Por los días en que la chicha todavía se fermentaba –ya no en el vientre de vasijas de barro, sino en cantinas metálicas–, llegué a Santa Rosa del Guamuez con equipos para documentar el carnaval y realizar algunas entrevistas. El día que comenzaba la fiesta había quedado en ir temprano a la casa del abuelo Braulio para conversar. Cuando llegamos a su finca, en uno de los extremos del resguardo, el abuelo estaba tocando el bombo y cantando en cofán, su lengua, en una de las habitaciones interiores.

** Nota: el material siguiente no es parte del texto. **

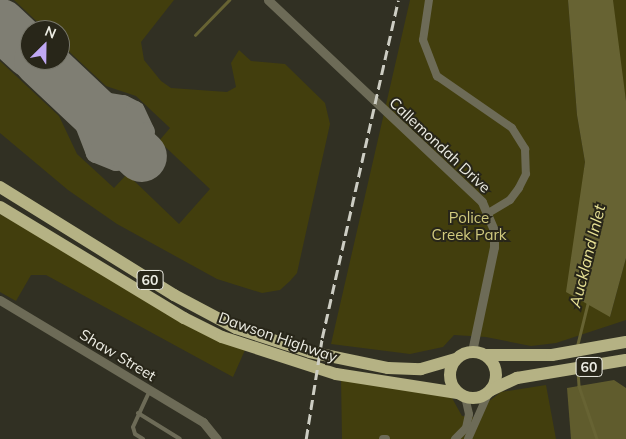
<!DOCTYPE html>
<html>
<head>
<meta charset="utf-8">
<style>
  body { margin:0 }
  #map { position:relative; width:626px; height:439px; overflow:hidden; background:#313023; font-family:Mulish,sans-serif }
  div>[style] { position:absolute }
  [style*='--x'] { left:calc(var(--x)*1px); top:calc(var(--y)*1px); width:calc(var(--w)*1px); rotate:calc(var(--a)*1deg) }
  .green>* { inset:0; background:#423e0d }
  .forest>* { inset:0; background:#605c2d }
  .water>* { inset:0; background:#676333 }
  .stream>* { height:2.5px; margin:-1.25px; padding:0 1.25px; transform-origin:1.25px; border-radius:1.25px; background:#676333 }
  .taxiway>* { height:20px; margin:-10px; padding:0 10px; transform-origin:10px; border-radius:10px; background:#7f7e73 }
  .runway>* { height:51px; margin:-25.5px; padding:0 25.5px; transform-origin:25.5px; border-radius:25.5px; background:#7f7e73 }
  .service>* { height:4px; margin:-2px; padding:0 2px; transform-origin:2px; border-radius:2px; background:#6d6b57 }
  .minor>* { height:8px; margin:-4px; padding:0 4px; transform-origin:4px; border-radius:4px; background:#6d6b57 }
  .tertiary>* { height:9px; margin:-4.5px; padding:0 4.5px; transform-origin:4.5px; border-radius:4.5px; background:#6d6b57 }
  .trunk>* { height:12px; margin:-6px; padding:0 6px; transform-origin:6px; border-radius:6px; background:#b5b284 }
  .trunk>.ring { margin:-6px; padding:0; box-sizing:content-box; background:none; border:12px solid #b5b284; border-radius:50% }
  .rail>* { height:2.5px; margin-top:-1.25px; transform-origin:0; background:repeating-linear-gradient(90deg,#cdcdc3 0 10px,transparent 0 15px) }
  span { translate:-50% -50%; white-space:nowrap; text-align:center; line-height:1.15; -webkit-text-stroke:4px #282619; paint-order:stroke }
  .shield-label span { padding:1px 4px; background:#282619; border:1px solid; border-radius:4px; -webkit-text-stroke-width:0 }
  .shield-label { font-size:14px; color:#edede4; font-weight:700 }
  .street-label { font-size:15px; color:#edede4 }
  .park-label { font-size:15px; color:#d1ca7e }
  .water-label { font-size:16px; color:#e8e295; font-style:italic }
  .north { position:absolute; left:20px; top:20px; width:50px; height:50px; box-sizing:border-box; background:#282619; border:1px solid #77766a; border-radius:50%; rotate:23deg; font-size:14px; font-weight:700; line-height:20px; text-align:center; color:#edede4 }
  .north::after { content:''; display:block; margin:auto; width:18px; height:22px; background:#c0a8f3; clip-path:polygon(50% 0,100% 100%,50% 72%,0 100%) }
</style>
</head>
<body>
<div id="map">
  <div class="green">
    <div style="clip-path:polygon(14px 0,174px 0,141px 42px,144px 60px,161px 81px,171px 88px,227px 92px,236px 87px,231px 63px,239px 50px,251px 61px,285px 64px,325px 103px,330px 124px,297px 273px,290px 281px,280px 290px,262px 293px,217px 279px,117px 224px,68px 190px,0 133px,0 61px,59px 116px,77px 154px,114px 188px,127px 174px,179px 224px,210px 189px,159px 141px,170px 128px,136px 96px,106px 86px,60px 43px,60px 30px,46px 30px)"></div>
    <div style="clip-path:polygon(410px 0,568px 0,577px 115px,585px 162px,574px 257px,610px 317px,626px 258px,626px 320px,556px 343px,531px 346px,486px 337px,454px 335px,443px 347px,410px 354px,331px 344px)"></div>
    <div style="clip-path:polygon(613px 0,626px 0,626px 101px,614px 34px)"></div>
    <div style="clip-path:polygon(0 214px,245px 350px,233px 377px,46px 275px,31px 275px,16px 301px,0 292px)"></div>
    <div style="clip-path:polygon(341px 378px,452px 398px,462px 416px,481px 418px,488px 402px,501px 392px,546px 385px,556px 439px,342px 439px)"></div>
  </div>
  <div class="forest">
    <div style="clip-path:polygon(614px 380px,626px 388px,626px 439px,571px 439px,567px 388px)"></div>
  </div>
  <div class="water">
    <div style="clip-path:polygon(568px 0,613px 0,626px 101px,626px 258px,610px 317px,566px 292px,585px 162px,577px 115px)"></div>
  </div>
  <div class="stream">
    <div style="--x:195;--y:35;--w:49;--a:-45.8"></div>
    <div style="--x:577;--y:346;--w:45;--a:-76"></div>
    <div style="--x:578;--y:371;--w:15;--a:86"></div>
    <div style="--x:579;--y:386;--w:56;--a:71.2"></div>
  </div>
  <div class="taxiway">
    <div style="--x:42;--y:63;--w:55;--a:40.6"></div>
    <div style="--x:84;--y:99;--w:39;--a:9"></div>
    <div style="--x:123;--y:105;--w:13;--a:27"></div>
    <div style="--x:135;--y:111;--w:23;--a:65"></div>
    <div style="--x:145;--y:132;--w:24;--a:114"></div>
    <div style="--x:135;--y:154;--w:20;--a:160"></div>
    <div style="--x:116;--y:161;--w:22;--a:-158"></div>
    <div style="--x:96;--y:153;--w:66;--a:-111.2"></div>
  </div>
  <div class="runway">
    <div style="--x:0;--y:24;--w:41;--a:43"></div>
    <div style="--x:39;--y:60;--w:140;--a:43.3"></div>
  </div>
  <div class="service">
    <div style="--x:138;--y:413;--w:49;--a:31.8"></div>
    <div style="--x:143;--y:439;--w:9;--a:-148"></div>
    <div style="--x:135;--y:434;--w:7;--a:-106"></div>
    <div style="--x:133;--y:427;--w:41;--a:-65.3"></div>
  </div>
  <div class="minor">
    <div style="--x:429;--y:0;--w:40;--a:98.5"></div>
    <div style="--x:423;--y:40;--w:39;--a:69"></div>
    <div style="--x:437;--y:76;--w:91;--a:34.7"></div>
    <div style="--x:512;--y:128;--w:25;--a:58"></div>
    <div style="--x:525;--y:149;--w:25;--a:88"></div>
    <div style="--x:526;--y:174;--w:16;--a:117"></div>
    <div style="--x:519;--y:188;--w:15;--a:127"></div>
    <div style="--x:510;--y:200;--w:26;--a:149"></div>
    <div style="--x:383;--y:439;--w:3;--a:0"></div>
    <div style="--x:455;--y:439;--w:16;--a:-45"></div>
    <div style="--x:466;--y:428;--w:14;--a:-78"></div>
    <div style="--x:469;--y:414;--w:17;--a:-103"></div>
    <div style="--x:468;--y:439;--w:49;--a:-66"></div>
  </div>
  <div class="tertiary">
    <div style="--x:268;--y:0;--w:294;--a:43.3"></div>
    <div style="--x:482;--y:202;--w:30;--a:67"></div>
    <div style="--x:494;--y:230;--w:17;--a:90"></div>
    <div style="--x:494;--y:247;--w:106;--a:101.9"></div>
    <div style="--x:0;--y:300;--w:237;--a:31"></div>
    <div style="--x:203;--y:422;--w:22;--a:51"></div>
  </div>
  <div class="trunk">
    <div style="--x:0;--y:187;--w:205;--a:31.8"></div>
    <div style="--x:174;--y:295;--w:70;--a:28"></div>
    <div style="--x:236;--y:328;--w:78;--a:18"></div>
    <div style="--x:310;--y:352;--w:80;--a:11.6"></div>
    <div style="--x:388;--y:368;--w:33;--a:2"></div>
    <div style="--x:421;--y:369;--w:35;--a:-16"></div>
    <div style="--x:0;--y:207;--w:215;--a:31.1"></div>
    <div style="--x:184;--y:318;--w:42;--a:26.6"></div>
    <div style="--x:222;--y:337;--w:120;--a:18"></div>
    <div style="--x:336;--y:374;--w:123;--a:8.9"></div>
    <div class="ring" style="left:450px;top:352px;width:34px;height:34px"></div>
    <div style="--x:486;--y:355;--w:66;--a:0"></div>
    <div style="--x:552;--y:355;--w:75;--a:-10"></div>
    <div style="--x:491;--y:390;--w:29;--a:-25"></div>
    <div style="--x:517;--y:378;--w:110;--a:-9.4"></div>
  </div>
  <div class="rail">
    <div style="--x:306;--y:439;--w:102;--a:-81"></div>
    <div style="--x:322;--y:338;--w:346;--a:-77.3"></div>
  </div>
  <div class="shield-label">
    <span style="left:150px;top:280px">60</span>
    <span style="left:589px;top:367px">60</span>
  </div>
  <div class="street-label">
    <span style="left:440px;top:145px;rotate:43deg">Callemondah Drive</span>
    <span style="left:278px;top:337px;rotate:19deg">Dawson Highway</span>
    <span style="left:118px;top:355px;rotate:31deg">Shaw Street</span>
  </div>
  <div class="park-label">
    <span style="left:469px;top:226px">Police<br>Creek Park</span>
  </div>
  <div class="water-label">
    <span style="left:587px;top:256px;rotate:-76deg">Auckland Inlet</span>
  </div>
  <div class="north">N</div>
</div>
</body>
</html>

Saludamos desde el patio, con el respeto tímido de quien irrumpe en un recinto sagrado. El abuelo nos respondió asomándose desde lo alto de su casa –que espera las crecidas del río parada en estacones– y vimos que llevaba puesto su atuendo tradicional: un camisón azul rey hasta la cadera, y de mangas cortas (que en cofán se llama cushma), un pañuelo rojo anudado al cuello, collares de dientes de tigre y chaquiras de colores, un jean y unos tenis negros. Con él iba la abuela Marcia, su esposa, que llevaba su vestido tradicional en una bolsa plástica de un almacén del municipio de La Hormiga: una pollera azul y roja con boleros . Se veían contentos, con ganas de bailar y tomar chicha.

Llegamos a la caseta comunal a eso de las once de la mañana, después de grabar la entrevista. Adentro tocaban música tradicional y bailaban en caracol, los hombres por fuera, las mujeres por dentro, en una espiral que se envolvía y se desenvolvía sobre sí misma.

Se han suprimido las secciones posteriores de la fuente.